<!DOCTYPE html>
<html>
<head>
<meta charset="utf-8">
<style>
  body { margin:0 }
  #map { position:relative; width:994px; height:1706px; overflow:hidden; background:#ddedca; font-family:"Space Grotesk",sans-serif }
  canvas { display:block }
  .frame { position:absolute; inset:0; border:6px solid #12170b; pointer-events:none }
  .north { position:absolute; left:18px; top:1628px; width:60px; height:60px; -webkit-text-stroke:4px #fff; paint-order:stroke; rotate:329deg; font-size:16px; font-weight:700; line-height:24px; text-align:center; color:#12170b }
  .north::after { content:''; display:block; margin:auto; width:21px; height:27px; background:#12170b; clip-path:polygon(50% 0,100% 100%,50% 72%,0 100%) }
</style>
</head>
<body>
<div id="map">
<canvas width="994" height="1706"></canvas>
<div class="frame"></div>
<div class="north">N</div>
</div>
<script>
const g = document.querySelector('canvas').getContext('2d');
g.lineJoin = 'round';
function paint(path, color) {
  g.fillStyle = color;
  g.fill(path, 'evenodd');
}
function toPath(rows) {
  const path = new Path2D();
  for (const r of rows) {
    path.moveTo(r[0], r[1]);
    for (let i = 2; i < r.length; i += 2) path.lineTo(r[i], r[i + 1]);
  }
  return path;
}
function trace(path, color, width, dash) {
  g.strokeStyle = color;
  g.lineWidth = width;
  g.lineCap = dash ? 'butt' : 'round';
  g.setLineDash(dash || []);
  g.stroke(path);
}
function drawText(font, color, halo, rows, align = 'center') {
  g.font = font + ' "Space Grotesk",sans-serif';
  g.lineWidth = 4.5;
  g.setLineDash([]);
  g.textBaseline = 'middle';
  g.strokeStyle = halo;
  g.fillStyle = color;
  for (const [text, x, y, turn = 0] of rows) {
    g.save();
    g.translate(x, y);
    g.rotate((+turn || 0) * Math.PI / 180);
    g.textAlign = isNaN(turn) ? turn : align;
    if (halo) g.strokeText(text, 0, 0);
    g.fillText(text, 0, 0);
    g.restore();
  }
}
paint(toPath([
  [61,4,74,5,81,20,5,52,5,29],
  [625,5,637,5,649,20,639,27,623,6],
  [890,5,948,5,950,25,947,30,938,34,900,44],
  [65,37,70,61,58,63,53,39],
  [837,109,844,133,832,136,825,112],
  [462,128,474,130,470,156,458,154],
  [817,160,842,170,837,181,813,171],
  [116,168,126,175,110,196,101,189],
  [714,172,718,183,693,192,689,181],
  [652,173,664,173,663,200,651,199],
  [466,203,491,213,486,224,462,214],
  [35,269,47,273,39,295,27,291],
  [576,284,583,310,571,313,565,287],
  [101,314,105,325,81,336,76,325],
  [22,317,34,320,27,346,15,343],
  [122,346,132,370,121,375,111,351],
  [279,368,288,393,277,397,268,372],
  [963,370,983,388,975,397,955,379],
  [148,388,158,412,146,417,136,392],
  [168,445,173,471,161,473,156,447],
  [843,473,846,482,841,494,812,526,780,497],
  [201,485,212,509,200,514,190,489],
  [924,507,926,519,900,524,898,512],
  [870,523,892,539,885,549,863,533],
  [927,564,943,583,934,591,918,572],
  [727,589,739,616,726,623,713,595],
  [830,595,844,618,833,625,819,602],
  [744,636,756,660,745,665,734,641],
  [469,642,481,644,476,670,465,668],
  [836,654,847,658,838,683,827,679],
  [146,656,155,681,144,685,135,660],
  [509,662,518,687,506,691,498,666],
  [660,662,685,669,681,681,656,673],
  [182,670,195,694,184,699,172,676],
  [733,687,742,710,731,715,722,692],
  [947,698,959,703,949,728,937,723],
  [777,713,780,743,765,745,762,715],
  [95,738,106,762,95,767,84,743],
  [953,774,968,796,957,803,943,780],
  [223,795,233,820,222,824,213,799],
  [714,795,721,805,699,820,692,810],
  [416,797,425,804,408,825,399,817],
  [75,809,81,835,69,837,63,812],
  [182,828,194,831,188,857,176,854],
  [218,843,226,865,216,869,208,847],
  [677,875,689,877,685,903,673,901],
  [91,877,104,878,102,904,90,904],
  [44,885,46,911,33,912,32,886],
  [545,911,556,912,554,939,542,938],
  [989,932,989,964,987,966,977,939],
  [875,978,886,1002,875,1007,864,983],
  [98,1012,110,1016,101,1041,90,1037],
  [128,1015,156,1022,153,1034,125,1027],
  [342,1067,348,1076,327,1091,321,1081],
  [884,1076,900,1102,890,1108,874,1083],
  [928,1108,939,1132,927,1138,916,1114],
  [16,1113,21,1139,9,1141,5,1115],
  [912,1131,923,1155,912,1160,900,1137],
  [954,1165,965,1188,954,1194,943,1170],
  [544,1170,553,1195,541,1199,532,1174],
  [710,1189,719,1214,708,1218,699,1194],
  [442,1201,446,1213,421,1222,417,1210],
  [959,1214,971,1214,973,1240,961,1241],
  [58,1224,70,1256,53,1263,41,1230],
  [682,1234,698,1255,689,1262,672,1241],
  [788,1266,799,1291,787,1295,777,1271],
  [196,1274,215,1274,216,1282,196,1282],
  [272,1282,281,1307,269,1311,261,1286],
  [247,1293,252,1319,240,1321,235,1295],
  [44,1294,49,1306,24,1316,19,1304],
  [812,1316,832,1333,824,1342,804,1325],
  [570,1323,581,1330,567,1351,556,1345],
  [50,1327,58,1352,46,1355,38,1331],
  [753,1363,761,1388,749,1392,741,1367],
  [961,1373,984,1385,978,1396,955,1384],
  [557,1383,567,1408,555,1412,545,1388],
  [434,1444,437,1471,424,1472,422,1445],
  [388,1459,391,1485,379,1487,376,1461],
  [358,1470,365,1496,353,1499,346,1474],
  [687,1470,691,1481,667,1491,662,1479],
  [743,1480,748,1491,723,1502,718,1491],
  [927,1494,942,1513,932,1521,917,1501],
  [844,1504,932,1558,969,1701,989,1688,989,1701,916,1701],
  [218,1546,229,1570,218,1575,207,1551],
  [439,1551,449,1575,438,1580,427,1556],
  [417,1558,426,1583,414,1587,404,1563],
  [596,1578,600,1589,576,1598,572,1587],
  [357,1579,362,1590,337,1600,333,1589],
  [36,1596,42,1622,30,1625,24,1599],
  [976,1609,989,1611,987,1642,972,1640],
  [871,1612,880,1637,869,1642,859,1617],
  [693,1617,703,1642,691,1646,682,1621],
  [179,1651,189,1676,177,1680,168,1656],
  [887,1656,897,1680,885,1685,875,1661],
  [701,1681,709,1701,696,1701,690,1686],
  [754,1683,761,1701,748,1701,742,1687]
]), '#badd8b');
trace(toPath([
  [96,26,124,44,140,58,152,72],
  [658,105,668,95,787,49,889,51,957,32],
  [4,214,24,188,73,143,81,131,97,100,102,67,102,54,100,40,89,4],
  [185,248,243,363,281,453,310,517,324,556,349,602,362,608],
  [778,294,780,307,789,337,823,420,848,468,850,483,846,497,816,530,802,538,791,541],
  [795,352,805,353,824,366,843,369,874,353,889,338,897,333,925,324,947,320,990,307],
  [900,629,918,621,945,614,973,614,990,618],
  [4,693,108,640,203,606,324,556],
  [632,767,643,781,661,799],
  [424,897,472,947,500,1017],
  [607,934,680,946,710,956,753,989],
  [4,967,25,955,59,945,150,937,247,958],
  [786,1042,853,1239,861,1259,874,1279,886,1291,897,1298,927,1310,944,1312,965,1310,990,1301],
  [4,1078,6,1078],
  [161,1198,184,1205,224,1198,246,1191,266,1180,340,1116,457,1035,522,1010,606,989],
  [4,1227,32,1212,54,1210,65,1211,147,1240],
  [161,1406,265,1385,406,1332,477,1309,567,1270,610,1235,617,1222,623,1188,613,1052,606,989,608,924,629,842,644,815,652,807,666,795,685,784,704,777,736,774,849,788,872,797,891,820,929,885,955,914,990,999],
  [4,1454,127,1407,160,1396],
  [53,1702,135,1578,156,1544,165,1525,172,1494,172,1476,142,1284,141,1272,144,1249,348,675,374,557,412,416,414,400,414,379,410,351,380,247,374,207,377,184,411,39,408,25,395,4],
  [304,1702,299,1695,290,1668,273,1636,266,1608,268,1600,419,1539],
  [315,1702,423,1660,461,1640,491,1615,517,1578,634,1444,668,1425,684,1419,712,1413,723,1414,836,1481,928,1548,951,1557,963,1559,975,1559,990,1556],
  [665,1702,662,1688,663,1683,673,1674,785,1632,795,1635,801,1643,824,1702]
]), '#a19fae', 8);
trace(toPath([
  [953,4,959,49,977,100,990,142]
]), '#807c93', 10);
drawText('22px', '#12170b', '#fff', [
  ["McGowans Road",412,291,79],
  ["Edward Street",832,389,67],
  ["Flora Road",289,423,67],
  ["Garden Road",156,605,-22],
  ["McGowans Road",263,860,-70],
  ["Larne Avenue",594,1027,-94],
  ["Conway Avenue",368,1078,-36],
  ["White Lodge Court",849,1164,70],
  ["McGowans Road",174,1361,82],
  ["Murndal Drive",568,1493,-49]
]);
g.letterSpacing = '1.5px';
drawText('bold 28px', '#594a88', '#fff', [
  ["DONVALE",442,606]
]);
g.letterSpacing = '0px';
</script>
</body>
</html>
::::
**About this exercise**
Please copy every line from the entries that includes the word "halo".

**Written response**
function drawText(font, color, halo, rows, align = 'center') {
  g.strokeStyle = halo;
    if (halo) g.strokeText(text, 0, 0);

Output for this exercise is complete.